## Directions for this task:
Nothing but a number should be given: how many lines of the records include "right"?
•••••
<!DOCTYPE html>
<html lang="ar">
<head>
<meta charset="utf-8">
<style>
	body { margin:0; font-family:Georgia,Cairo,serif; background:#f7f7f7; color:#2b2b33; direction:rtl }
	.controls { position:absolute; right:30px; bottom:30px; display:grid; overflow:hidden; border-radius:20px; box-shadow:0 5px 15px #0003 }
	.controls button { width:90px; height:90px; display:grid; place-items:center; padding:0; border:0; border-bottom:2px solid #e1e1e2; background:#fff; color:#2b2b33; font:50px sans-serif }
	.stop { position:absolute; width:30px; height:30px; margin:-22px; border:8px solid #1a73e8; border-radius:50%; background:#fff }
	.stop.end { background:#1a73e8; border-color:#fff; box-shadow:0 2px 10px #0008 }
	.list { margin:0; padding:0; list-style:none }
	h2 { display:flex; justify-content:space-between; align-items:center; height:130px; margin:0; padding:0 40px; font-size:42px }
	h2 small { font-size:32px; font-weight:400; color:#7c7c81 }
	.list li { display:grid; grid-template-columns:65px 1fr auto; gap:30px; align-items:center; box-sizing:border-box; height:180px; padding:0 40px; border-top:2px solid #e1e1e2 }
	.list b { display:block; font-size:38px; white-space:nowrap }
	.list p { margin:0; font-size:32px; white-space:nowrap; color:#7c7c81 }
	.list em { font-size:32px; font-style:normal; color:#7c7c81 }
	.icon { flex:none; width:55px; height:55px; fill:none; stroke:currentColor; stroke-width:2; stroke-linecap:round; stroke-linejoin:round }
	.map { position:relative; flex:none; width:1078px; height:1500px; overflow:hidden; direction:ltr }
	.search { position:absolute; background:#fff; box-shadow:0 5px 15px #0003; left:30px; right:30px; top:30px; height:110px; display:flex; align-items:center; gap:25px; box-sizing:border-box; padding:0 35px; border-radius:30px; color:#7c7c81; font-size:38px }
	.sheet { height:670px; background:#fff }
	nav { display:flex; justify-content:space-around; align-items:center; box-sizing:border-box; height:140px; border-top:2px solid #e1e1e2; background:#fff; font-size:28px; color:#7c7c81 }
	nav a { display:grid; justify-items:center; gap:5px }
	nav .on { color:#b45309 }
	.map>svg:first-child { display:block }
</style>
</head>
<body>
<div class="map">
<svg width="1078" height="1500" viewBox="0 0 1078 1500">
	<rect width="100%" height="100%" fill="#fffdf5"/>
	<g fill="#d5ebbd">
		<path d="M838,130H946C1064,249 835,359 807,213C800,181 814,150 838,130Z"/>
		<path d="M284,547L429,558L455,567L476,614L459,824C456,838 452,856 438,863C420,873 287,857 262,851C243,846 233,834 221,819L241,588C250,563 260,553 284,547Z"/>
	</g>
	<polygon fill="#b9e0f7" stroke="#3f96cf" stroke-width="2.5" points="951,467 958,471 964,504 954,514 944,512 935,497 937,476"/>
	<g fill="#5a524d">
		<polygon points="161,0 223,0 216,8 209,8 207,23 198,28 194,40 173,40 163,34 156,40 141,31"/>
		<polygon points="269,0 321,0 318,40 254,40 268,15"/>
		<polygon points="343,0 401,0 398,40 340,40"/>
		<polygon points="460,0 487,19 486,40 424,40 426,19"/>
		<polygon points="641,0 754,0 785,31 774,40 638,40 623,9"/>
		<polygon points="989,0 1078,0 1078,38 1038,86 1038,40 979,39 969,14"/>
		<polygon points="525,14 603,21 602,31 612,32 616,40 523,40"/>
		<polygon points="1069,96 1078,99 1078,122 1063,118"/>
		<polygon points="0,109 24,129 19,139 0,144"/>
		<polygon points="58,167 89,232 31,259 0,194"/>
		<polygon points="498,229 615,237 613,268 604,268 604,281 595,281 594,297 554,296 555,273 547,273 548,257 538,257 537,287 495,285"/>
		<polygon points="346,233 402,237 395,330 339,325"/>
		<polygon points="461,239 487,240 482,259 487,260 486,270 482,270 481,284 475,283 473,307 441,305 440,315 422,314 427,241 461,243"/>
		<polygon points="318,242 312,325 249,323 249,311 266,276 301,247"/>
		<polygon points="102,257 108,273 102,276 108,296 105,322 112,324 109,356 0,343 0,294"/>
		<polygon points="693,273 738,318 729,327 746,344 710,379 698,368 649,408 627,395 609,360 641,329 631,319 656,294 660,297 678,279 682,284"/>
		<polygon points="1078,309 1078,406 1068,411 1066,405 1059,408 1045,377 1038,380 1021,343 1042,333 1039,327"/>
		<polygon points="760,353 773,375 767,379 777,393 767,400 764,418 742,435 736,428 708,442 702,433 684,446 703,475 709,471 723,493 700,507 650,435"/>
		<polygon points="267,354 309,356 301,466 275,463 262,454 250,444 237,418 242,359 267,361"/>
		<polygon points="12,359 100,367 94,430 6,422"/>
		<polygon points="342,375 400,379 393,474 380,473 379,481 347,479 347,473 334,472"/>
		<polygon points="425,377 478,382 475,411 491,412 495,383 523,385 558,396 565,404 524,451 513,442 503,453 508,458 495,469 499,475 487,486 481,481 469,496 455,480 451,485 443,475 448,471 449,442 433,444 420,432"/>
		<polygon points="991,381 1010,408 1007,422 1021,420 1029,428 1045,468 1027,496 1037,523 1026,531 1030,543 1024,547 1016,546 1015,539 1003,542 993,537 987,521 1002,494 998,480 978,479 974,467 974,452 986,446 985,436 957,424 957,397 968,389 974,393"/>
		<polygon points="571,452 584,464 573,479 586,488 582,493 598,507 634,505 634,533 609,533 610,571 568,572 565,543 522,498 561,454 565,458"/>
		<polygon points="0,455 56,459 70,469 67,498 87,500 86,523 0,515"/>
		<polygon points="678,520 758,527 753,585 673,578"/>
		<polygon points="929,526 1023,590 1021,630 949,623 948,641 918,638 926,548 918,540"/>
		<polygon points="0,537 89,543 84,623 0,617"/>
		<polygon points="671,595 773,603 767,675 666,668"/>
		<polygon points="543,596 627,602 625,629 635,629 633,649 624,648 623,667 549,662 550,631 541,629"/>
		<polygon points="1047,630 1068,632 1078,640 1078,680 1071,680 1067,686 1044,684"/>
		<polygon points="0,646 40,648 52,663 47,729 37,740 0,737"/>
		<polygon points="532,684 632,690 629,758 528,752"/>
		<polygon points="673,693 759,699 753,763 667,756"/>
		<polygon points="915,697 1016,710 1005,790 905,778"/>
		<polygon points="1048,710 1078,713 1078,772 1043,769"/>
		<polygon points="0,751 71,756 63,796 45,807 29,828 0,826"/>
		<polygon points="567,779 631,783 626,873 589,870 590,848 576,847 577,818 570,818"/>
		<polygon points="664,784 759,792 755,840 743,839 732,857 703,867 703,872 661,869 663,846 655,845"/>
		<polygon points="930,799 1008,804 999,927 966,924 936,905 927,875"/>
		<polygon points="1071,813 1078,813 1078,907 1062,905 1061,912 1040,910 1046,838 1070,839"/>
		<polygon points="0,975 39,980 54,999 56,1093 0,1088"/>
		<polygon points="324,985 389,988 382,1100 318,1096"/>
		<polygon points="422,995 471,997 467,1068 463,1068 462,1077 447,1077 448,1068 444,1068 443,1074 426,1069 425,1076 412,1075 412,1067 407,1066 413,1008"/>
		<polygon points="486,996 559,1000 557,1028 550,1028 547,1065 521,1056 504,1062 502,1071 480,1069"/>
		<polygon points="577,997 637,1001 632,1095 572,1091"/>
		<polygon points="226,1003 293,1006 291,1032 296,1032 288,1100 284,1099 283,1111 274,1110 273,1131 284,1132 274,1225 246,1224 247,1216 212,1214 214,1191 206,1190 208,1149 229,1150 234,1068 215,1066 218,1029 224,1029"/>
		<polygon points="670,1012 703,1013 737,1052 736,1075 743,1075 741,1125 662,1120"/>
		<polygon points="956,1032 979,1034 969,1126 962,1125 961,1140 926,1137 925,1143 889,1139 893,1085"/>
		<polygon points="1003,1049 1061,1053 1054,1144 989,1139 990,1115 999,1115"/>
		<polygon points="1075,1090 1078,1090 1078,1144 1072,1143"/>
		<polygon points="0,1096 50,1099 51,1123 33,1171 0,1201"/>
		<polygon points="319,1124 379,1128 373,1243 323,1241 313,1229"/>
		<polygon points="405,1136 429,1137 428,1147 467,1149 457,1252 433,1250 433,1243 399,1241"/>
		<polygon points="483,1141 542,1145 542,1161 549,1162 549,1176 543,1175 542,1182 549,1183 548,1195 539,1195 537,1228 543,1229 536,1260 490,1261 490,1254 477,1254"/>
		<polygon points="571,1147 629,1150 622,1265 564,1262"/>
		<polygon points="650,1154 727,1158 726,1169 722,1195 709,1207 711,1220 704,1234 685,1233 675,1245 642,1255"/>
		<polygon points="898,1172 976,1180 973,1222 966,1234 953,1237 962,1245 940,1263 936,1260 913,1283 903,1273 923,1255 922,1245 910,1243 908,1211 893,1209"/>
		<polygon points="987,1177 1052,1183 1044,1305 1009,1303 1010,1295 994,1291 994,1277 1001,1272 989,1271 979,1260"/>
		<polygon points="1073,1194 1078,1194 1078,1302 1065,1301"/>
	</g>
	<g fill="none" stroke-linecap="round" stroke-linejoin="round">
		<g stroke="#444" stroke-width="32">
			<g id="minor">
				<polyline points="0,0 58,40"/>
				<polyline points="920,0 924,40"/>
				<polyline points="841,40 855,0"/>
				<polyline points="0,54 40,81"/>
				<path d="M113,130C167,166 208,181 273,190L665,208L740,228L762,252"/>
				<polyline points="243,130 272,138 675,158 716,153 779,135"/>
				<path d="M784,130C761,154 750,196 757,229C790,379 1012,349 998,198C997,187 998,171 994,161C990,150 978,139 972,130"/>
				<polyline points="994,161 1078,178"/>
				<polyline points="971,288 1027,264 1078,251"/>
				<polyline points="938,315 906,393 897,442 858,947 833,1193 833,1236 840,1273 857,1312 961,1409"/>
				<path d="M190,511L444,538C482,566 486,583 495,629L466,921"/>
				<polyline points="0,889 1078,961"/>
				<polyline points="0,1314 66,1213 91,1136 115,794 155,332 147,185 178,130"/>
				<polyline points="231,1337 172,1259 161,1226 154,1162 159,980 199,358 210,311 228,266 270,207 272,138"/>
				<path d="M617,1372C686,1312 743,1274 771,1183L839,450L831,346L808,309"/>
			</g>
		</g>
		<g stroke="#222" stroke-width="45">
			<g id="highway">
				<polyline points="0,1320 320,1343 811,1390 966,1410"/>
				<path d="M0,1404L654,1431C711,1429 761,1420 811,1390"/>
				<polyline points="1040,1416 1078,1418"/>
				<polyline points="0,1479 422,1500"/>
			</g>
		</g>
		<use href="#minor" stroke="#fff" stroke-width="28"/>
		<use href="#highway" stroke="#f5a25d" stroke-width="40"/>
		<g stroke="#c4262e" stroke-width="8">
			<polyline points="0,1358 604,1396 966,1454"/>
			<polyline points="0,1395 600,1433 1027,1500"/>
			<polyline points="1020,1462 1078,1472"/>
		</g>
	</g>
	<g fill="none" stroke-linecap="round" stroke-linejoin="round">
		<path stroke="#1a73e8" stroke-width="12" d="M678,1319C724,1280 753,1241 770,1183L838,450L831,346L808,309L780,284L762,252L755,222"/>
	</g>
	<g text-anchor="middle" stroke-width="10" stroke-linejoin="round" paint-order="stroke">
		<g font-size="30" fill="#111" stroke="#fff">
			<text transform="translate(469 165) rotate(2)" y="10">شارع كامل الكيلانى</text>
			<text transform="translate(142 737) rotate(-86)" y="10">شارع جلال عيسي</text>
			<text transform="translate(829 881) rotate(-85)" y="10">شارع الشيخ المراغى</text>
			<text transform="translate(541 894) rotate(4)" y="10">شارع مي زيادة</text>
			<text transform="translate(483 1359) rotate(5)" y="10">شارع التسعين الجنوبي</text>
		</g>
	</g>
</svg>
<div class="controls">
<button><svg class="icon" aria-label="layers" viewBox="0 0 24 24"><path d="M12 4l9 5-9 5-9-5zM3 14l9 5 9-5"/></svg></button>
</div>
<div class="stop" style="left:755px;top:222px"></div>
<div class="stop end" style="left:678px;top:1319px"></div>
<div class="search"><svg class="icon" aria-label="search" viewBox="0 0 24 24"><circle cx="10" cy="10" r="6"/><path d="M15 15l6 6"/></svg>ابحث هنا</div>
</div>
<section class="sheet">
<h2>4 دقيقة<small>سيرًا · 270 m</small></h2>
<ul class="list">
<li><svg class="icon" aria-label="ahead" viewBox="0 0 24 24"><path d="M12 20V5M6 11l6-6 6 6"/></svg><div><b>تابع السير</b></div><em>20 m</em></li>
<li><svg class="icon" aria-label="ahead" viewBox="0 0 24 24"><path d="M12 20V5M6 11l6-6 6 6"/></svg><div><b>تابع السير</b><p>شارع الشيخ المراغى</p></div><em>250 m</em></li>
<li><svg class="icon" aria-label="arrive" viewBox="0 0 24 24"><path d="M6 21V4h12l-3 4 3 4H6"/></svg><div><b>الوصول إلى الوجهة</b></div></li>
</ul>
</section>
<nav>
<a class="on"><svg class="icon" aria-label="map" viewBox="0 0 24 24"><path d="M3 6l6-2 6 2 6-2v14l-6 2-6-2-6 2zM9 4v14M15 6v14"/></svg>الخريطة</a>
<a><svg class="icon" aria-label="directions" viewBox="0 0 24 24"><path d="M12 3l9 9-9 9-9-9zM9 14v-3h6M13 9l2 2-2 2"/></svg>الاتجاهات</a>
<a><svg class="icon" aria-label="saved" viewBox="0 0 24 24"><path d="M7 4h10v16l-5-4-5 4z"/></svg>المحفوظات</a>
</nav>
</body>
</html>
•••••
## Your response:
2